[DATA UNDER STUDY Boundary: Start]
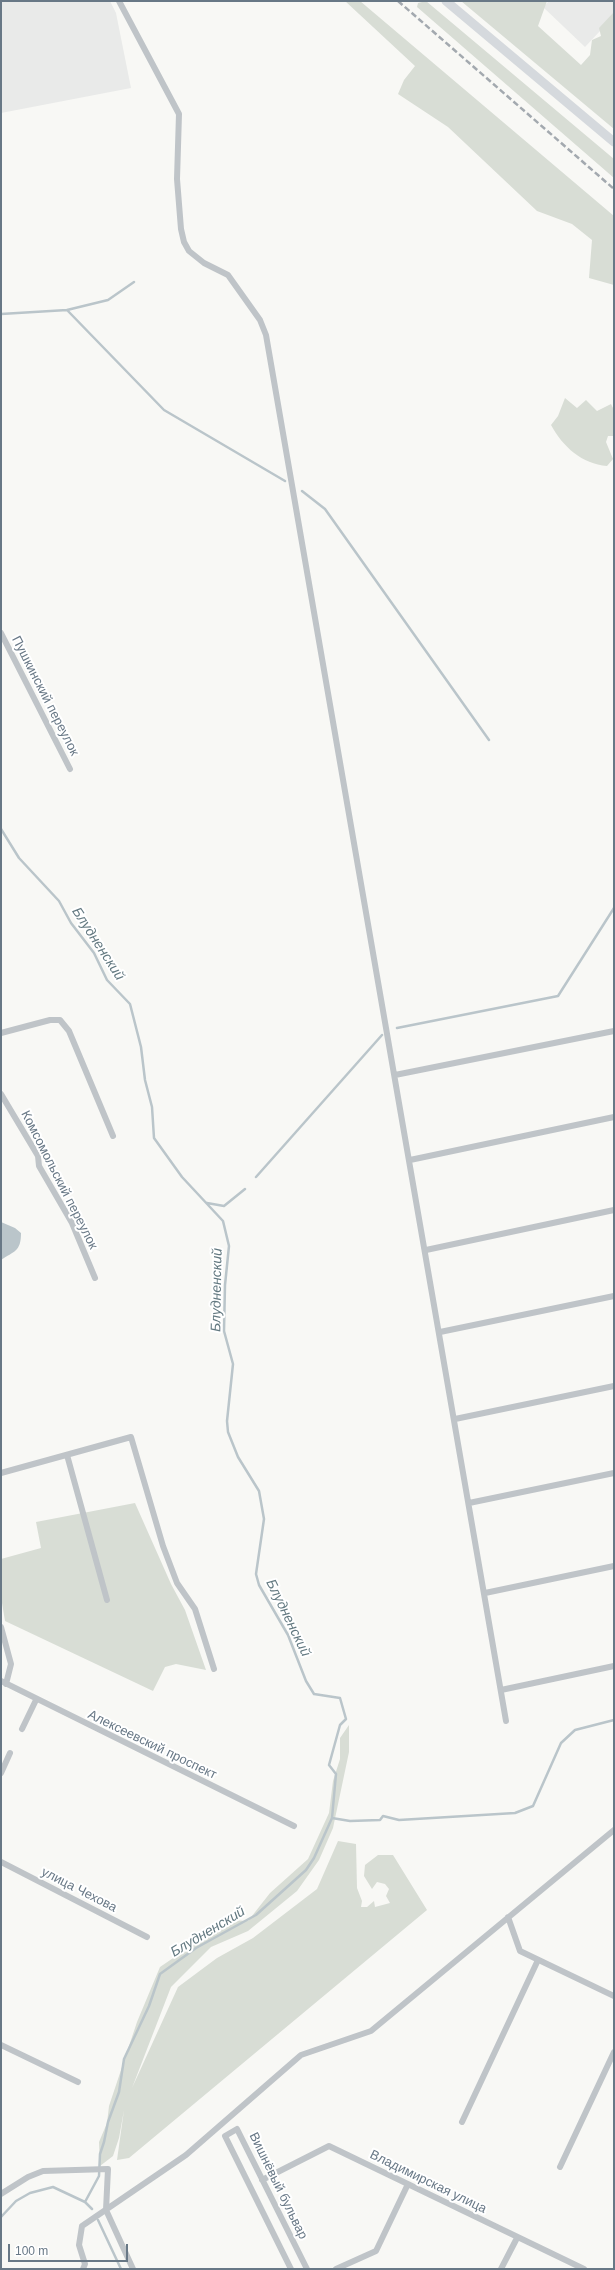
<!DOCTYPE html>
<meta charset="utf-8">
<style>
body{margin:0}
#map{position:relative;width:615px;height:2270px;overflow:hidden;background:#f8f8f5;font-family:Helvetica,sans-serif}
canvas{display:block}
.frame{position:absolute;inset:0;border:2px solid #687886;pointer-events:none}
.scale{position:absolute;left:8px;top:2244px;width:120px;height:18px;box-sizing:border-box;border:2px solid #687886;border-top:0;padding-left:5px;font-size:12px;line-height:14px;white-space:nowrap;color:#687886;-webkit-text-stroke:3px #fff;paint-order:stroke}
</style>
<div id="map">
<canvas width="615" height="2270"></canvas>
<div class="frame"></div>
<div class="scale">100 m</div>
</div>
<script>
const c = document.querySelector('canvas').getContext('2d');
c.lineJoin = 'round';
function fill(path, color) {
  c.fillStyle = color;
  c.fill(path, 'evenodd');
}
function strokePath(path, color, width, dash) {
  c.strokeStyle = color;
  c.lineWidth = width;
  c.lineCap = dash ? 'butt' : 'round';
  c.setLineDash(dash || []);
  c.stroke(path);
}
function drawText(font, color, halo, rows, align = 'center') {
  c.font = font + ' Helvetica,sans-serif';
  c.lineWidth = 4;
  c.setLineDash([]);
  c.textBaseline = 'middle';
  c.strokeStyle = halo;
  c.fillStyle = color;
  for (const [text, x, y, turn = 0] of rows) {
    c.save();
    c.translate(x, y);
    c.rotate((+turn || 0) * Math.PI / 180);
    c.textAlign = isNaN(turn) ? turn : align;
    if (halo) c.strokeText(text, 0, 0);
    c.fillText(text, 0, 0);
    c.restore();
  }
}
const built = new Path2D(`
 M 1,1 L 110,1 L 116,13 L 131,88 L 1,113 Z
 M 549,1 L 614,1 L 614,16 L 585,47 L 543,7 Z`);
const green = new Path2D(`
 M 345,1 L 360,1 L 614,216 L 614,285 L 589,278 L 592,240 L 572,224 L 537,211 L 448,127 L 398,94 L 404,80 L 415,66 Z
 M 426,1 L 614,159 L 614,178 L 417,7 L 418,3 Z
 M 461,1 L 547,1 L 538,26 L 581,65 L 590,55 L 592,40 L 601,36 L 599,28 L 614,12 L 614,129 Z
 M 565,398 L 577,408 L 586,400 L 597,411 L 611,404 L 614,410 L 614,436 L 608,436 L 606,442 L 613,459 L 607,466 C 582,464 563,447 551,425 L 558,416 Z
 M 135,1503 L 171,1584 L 185,1610 L 206,1670 L 176,1664 L 165,1667 L 153,1691 L 5,1621 L 1,1597 L 1,1559 L 41,1548 L 36,1522 Z
 M 349,1725 L 349,1752 L 333,1828 L 319,1860 L 297,1891 L 248,1931 L 211,1947 L 171,1987 L 132,2088 L 178,1987 L 217,1958 L 253,1938 L 317,1889 L 338,1841 L 356,1844 L 357,1888 L 362,1901 L 361,1907 L 367,1907 L 374,1901 L 375,1907 L 390,1903 L 386,1896 L 389,1889 L 385,1884 L 377,1882 L 372,1889 L 364,1876 L 365,1865 L 378,1855 L 393,1855 L 427,1910 L 129,2158 L 117,2160 L 124,2110 L 119,2138 L 113,2156 L 100,2166 L 99,2142 L 107,2123 L 109,2106 L 137,2022 L 160,1967 L 229,1920 L 248,1921 L 270,1893 L 308,1859 L 329,1813 L 333,1781 L 340,1759 L 340,1738 Z`);
const water = new Path2D(`
 M 1,1222 L 15,1228 L 21,1233 C 21,1252 14,1251 1,1260 Z`);
const stream = new Path2D(`
 M 67,310 L 108,300 L 134,282
 M 1,314 L 67,310 L 164,410 L 285,481
 M 302,491 L 325,509 L 489,740
 M 1,829 L 19,858 L 59,901 L 71,923 L 94,953 L 107,980 L 130,1004 L 141,1047 L 145,1080 L 152,1107 L 154,1138 L 182,1177 L 223,1221 L 229,1246 L 225,1285 L 224,1331 L 233,1364 L 227,1421 L 228,1432 L 238,1457 L 259,1491 L 264,1519 L 256,1574 L 259,1585 L 288,1635 L 306,1681 L 314,1694 L 340,1698 L 346,1719 L 340,1725 L 329,1765 L 336,1774 L 332,1818 L 314,1858 L 306,1870 L 256,1915 L 196,1948 L 160,1974 L 149,2006 L 124,2059 L 119,2092 L 108,2122 L 104,2142 L 100,2154 L 99,2176 L 85,2202 L 53,2187 L 30,2193 L 16,2201 L 1,2217
 M 397,1028 L 558,996 L 614,908
 M 256,1177 L 382,1035
 M 207,1203 L 224,1206 L 245,1189
 M 332,1818 L 350,1821 L 380,1820 L 383,1816 L 399,1820 L 515,1813 L 533,1806 L 561,1743 L 575,1730 L 614,1720
 M 85,2202 L 92,2209
 M 98,2220 L 121,2269`);
const street = new Path2D(`
 M 119,1 L 179,114 L 177,179 L 181,229 L 184,242 L 189,251 L 204,263 L 228,275 L 260,320 L 266,335 L 506,1721
 M 1,633 L 70,769
 M 1,1033 L 50,1020 L 60,1020 L 69,1031 L 113,1136
 M 395,1075 L 614,1031
 M 1,1094 L 38,1156 L 39,1166 L 72,1223 L 95,1278
 M 410,1160 L 614,1117
 M 426,1250 L 614,1210
 M 440,1332 L 614,1296
 M 455,1419 L 614,1386
 M 67,1455 L 107,1600
 M 1,1473 L 131,1437 L 163,1546 L 177,1583 L 195,1609 L 214,1669
 M 469,1503 L 614,1473
 M 485,1593 L 614,1566
 M 1,1627 L 11,1664 L 6,1684
 M 1,1681 L 294,1826
 M 501,1690 L 614,1666
 M 22,1729 L 36,1700
 M 1,1773 L 10,1753
 M 1,1862 L 147,1937
 M 508,1917 L 520,1951 L 614,1996
 M 1,2045 L 78,2082
 M 462,2122 L 538,1960
 M 560,2167 L 614,2052
 M 262,2180 L 329,2146 L 584,2269
 M 1,2194 L 28,2177 L 43,2171 L 108,2169 L 106,2210 L 133,2269
 M 83,2269 L 85,2264 L 79,2245 L 82,2226 L 186,2155 L 301,2055 L 371,2031 L 614,1830
 M 291,2269 L 225,2136 L 237,2129 L 307,2269
 M 336,2269 L 376,2251 L 408,2184
 M 501,2269 L 517,2238`);
const secondary = new Path2D(`
 M 446,1 L 614,142`);
const rail = new Path2D(`
 M 398,1 L 614,189`);
const streetNames = [
 ["Пушкинский переулок",45,696,63],
 ["Комсомольский переулок",59,1180,63],
 ["Алексеевский проспект",152,1745,26],
 ["улица Чехова",79,1890,27],
 ["Владимирская улица",428,2182,26],
 ["Вишнёвый бульвар",278,2186,64]
];
const waterNames = [
 ["Блудненский",98,944,57],
 ["Блудненский",217,1290,-89],
 ["Блудненский",288,1618,64],
 ["Блудненский",208,1932,-31]
];
fill(built, '#e9eae9');
fill(green, '#d8ddd5');
fill(water, '#bac5ca');
strokePath(stream, '#bac5ca', 2.5);
strokePath(street, '#bfc4c8', 6);
strokePath(secondary, '#d5d9dd', 9);
strokePath(rail, '#a3a9af', 2.5, [6, 3]);
drawText('13px', '#687886', '#fff', streetNames);
drawText('italic 14px', '#637981', '#fff', waterNames);
</script>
[DATA UNDER STUDY Boundary: End]
YOUR GOAL:
As listed above, the lines from the line with "M 98,2220 L" to the line with "drawText('13px', '#687886', '#fff', streetNames);" are to be echoed exactly, with both ends included and nothing added.

COMPLETED TASK:
 M 98,2220 L 121,2269`);
const street = new Path2D(`
 M 119,1 L 179,114 L 177,179 L 181,229 L 184,242 L 189,251 L 204,263 L 228,275 L 260,320 L 266,335 L 506,1721
 M 1,633 L 70,769
 M 1,1033 L 50,1020 L 60,1020 L 69,1031 L 113,1136
 M 395,1075 L 614,1031
 M 1,1094 L 38,1156 L 39,1166 L 72,1223 L 95,1278
 M 410,1160 L 614,1117
 M 426,1250 L 614,1210
 M 440,1332 L 614,1296
 M 455,1419 L 614,1386
 M 67,1455 L 107,1600
 M 1,1473 L 131,1437 L 163,1546 L 177,1583 L 195,1609 L 214,1669
 M 469,1503 L 614,1473
 M 485,1593 L 614,1566
 M 1,1627 L 11,1664 L 6,1684
 M 1,1681 L 294,1826
 M 501,1690 L 614,1666
 M 22,1729 L 36,1700
 M 1,1773 L 10,1753
 M 1,1862 L 147,1937
 M 508,1917 L 520,1951 L 614,1996
 M 1,2045 L 78,2082
 M 462,2122 L 538,1960
 M 560,2167 L 614,2052
 M 262,2180 L 329,2146 L 584,2269
 M 1,2194 L 28,2177 L 43,2171 L 108,2169 L 106,2210 L 133,2269
 M 83,2269 L 85,2264 L 79,2245 L 82,2226 L 186,2155 L 301,2055 L 371,2031 L 614,1830
 M 291,2269 L 225,2136 L 237,2129 L 307,2269
 M 336,2269 L 376,2251 L 408,2184
 M 501,2269 L 517,2238`);
const secondary = new Path2D(`
 M 446,1 L 614,142`);
const rail = new Path2D(`
 M 398,1 L 614,189`);
const streetNames = [
 ["Пушкинский переулок",45,696,63],
 ["Комсомольский переулок",59,1180,63],
 ["Алексеевский проспект",152,1745,26],
 ["улица Чехова",79,1890,27],
 ["Владимирская улица",428,2182,26],
 ["Вишнёвый бульвар",278,2186,64]
];
const waterNames = [
 ["Блудненский",98,944,57],
 ["Блудненский",217,1290,-89],
 ["Блудненский",288,1618,64],
 ["Блудненский",208,1932,-31]
];
fill(built, '#e9eae9');
fill(green, '#d8ddd5');
fill(water, '#bac5ca');
strokePath(stream, '#bac5ca', 2.5);
strokePath(street, '#bfc4c8', 6);
strokePath(secondary, '#d5d9dd', 9);
strokePath(rail, '#a3a9af', 2.5, [6, 3]);
drawText('13px', '#687886', '#fff', streetNames);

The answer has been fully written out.